Multinomial Goodness-of-Fit Test

A test that can be used with a single nominal variable, to test if the probabilities in all the categories are equal (the null hypothesis). If the test has a p-value below a pre-defined threshold (usually 0.05) the assumption they are all equal in the population will be rejected.

There are quite a few tests that can do this. Perhaps the most commonly used is a Pearson chi-square test, but also a G-test, Freeman-Tukey, Neyman, Mod-Log Likelihood and Cressie-Read test are possible.

McDonald (2014, p. 82) suggests to always use this exact test as long as the sample size is less than 1000 (which was just picked as a nice round number, when n is very large the exact test becomes computational heavy even for computers).

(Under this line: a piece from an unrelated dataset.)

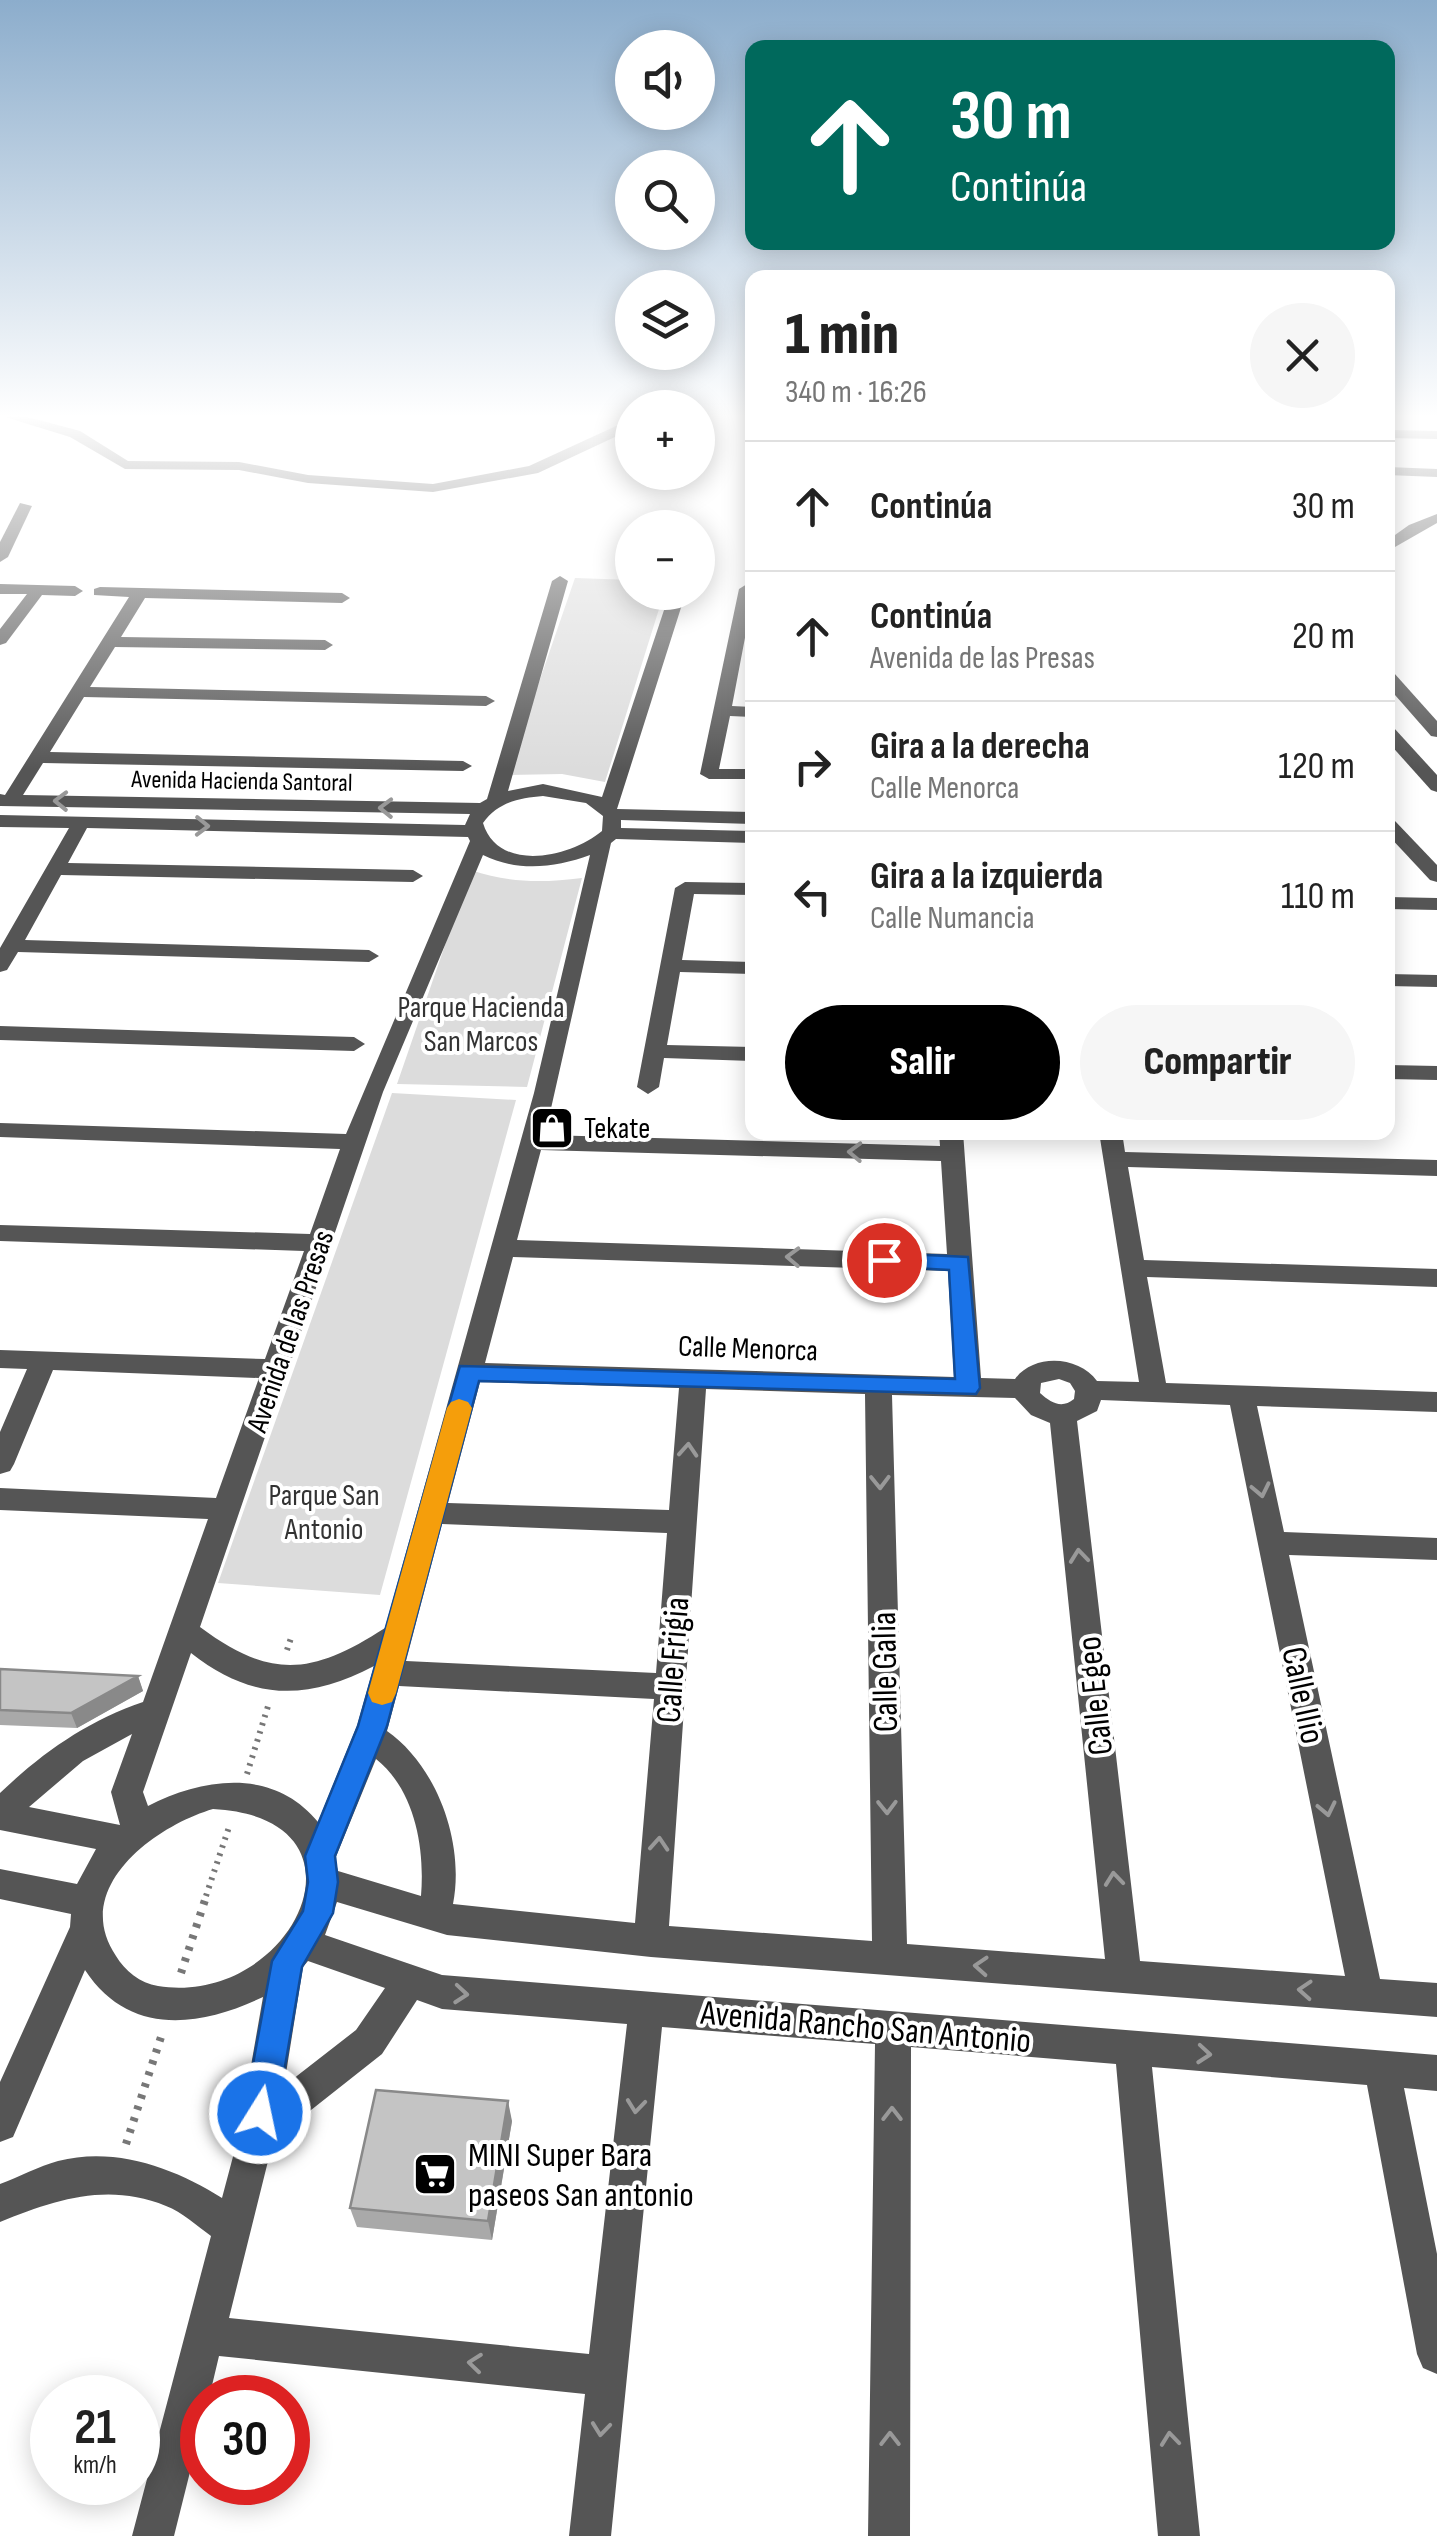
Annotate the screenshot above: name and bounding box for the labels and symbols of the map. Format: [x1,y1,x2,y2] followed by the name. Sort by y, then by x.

This function is shown in this YouTube video and the test is also described at PeterStatistics.com

Parameters

data : list or pandas data series
 
expCounts : pandas data frame, optional
the categories and expected counts

Returns

testResults : Pandas dataframe with the probability of the observed frequencies, number of combinations used, significance (p-value) and test used
 

Notes

It uses the itertools, pandas, numpy and scipy's stats multinomial function

The exact multinomial test of goodness of fit is done in four steps

Step 1: Determine the probability of the observed counts using the probability mass function of the multinomial distribution

Step 2: Determine all possible permutations with repetition that create a sum equal to the sample size over the k-categories.

Step 3: Determine the probability of each of these permutations using the probability mass function of the multinomial distribution.

Step 4: Sum all probabilities found in step 3 that are equal or less than the one found in step 1.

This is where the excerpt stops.